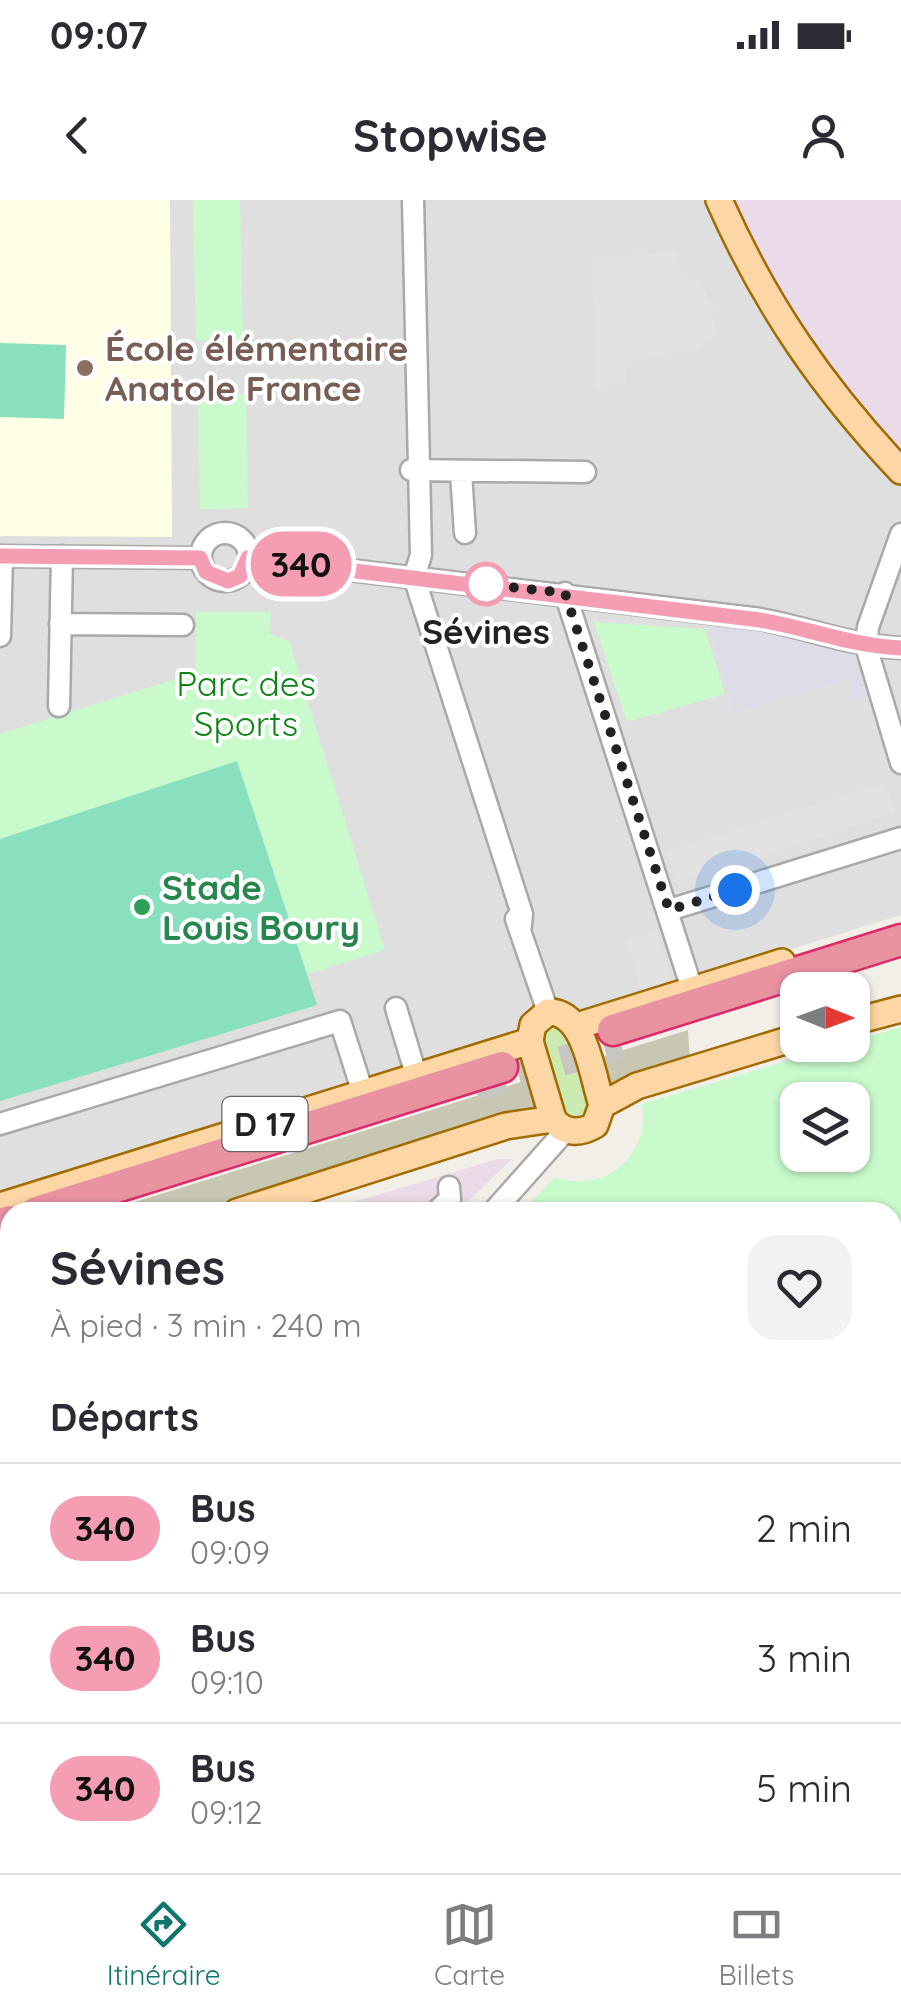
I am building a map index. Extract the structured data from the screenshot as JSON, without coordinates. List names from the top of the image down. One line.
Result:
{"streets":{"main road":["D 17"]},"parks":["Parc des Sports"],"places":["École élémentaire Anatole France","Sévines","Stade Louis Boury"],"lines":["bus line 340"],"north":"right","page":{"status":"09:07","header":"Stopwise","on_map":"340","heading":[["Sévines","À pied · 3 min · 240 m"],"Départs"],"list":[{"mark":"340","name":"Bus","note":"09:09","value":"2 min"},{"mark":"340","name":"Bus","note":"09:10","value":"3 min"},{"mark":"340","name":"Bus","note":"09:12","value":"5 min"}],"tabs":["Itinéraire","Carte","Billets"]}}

■ ■ ■

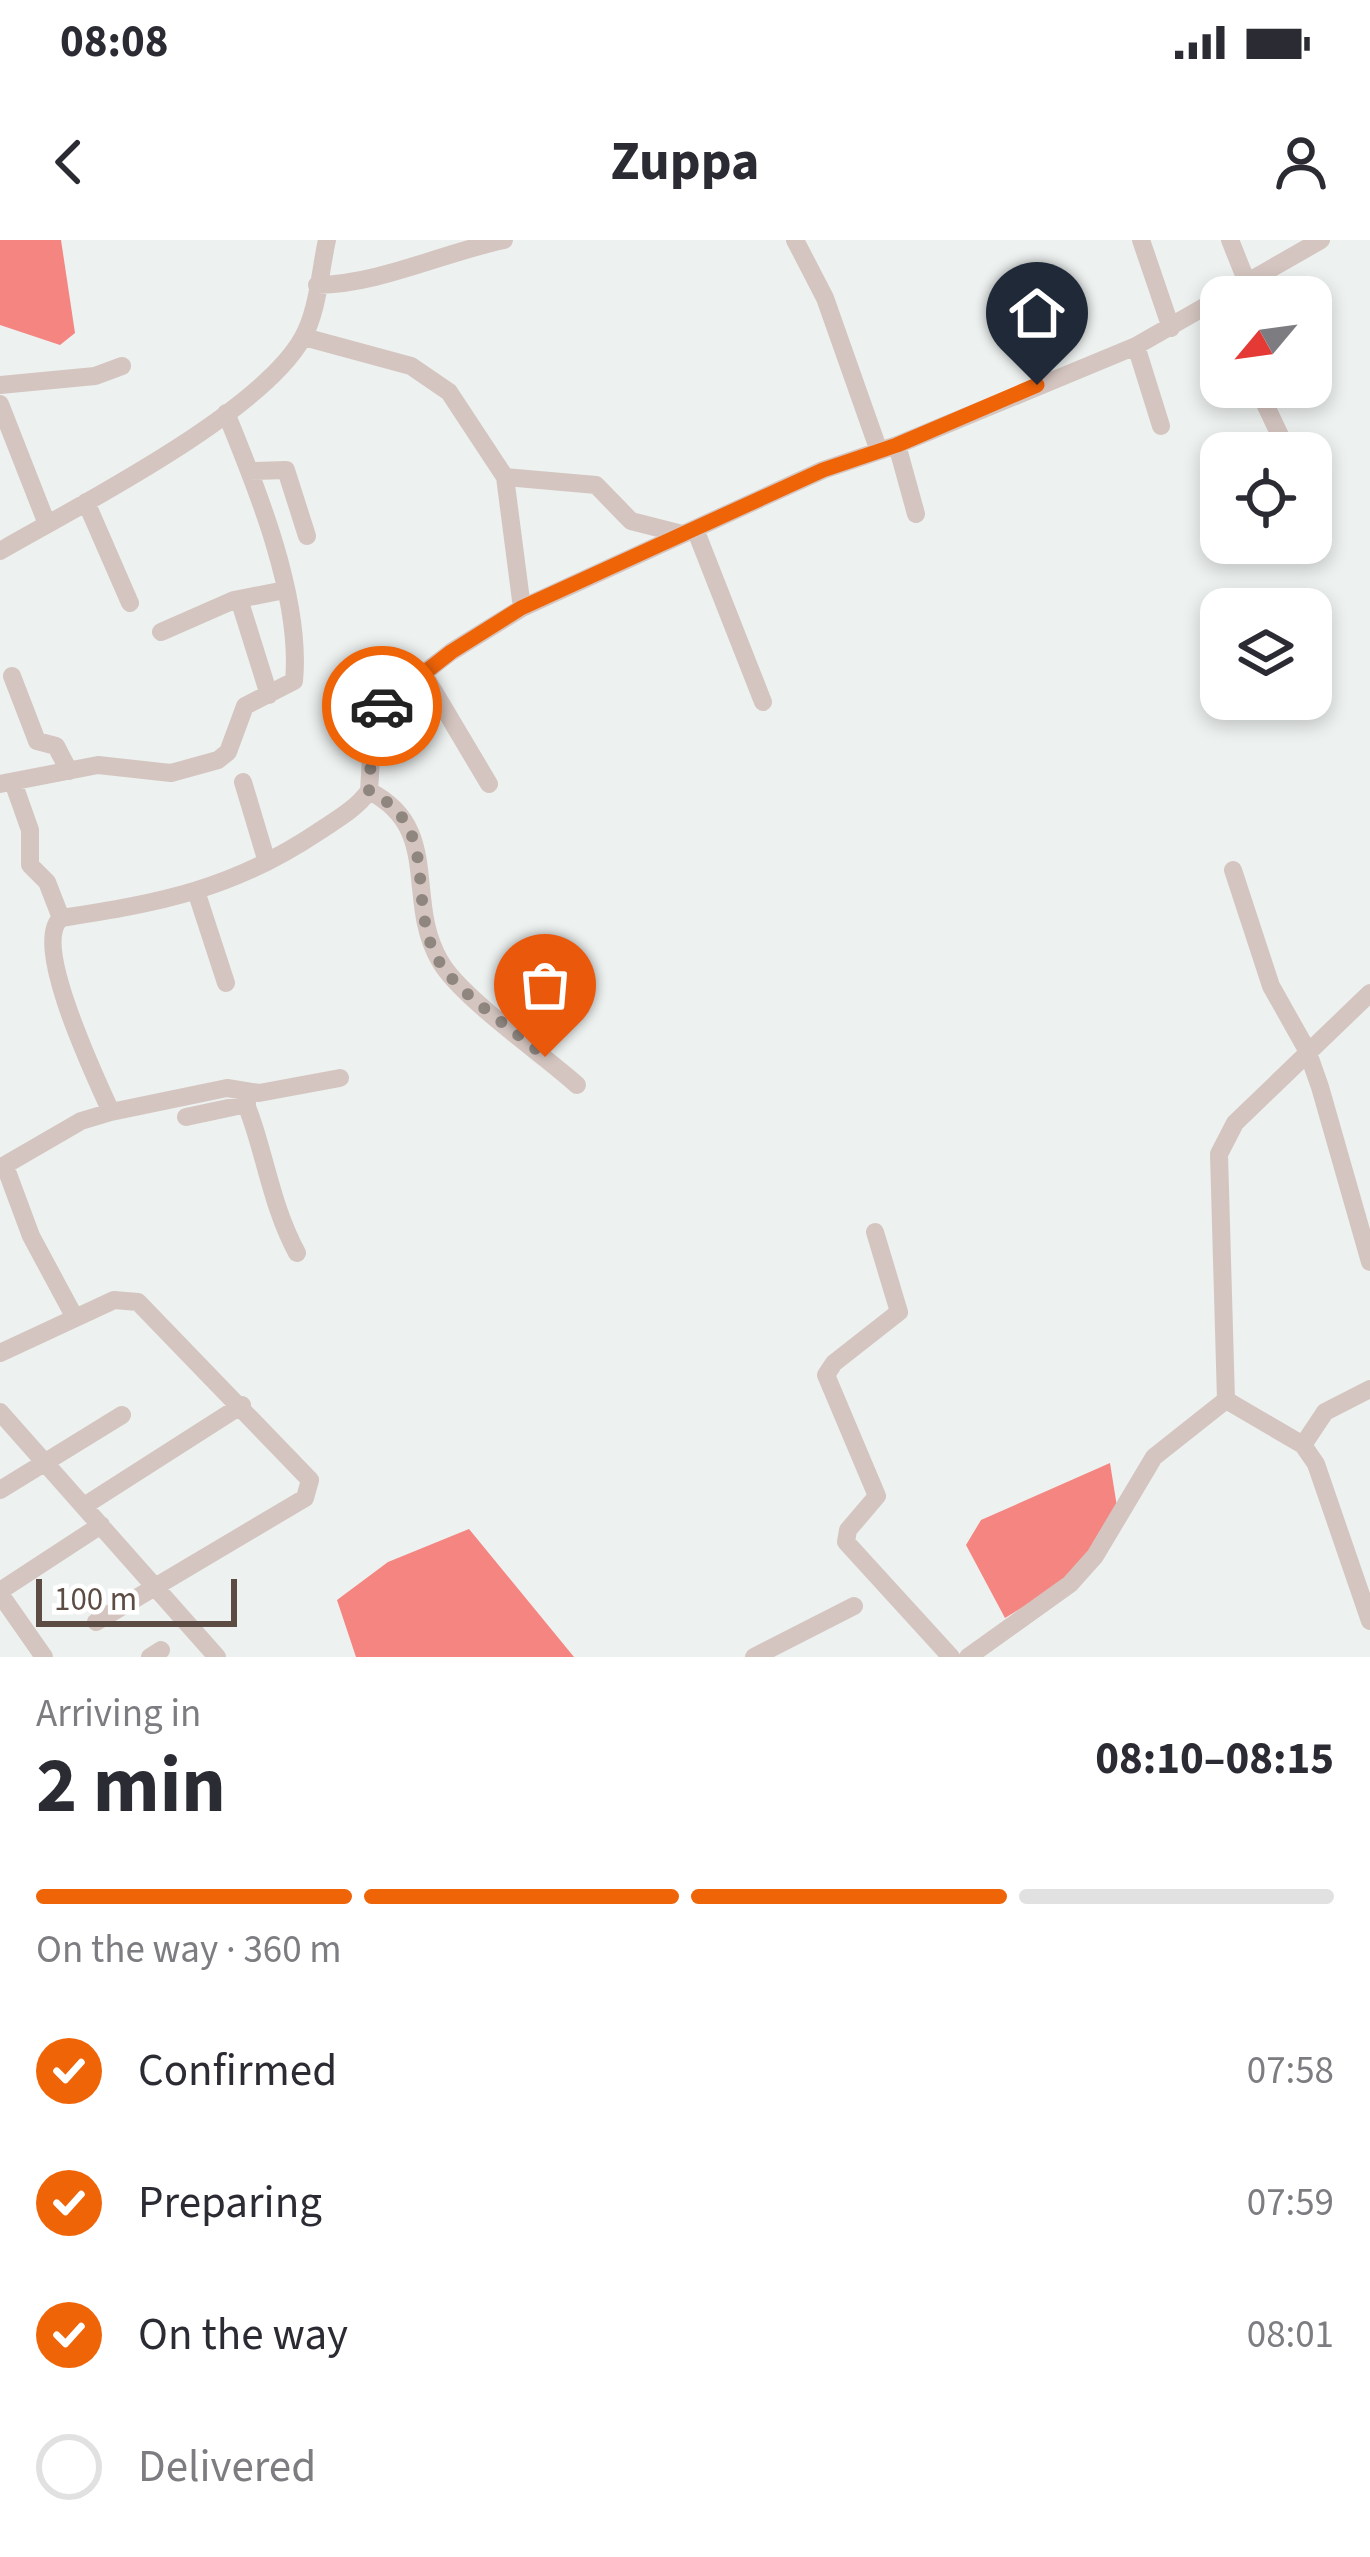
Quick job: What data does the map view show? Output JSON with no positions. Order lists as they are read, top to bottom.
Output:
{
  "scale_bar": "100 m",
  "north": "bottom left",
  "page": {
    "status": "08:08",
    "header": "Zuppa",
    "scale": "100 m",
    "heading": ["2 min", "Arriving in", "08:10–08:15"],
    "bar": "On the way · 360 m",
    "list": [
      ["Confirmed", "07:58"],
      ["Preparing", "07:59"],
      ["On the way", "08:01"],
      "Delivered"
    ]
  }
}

■ ■ ■

▸ **AIM OF THE TASK**:
Across the records above, return every line that contains the word "JSON".

▸ **YOUR RESPONSE**:
I am building a map index. Extract the structured data from the screenshot as JSON, without coordinates. List names from the top of the image down. One line.
Quick job: What data does the map view show? Output JSON with no positions. Order lists as they are read, top to bottom.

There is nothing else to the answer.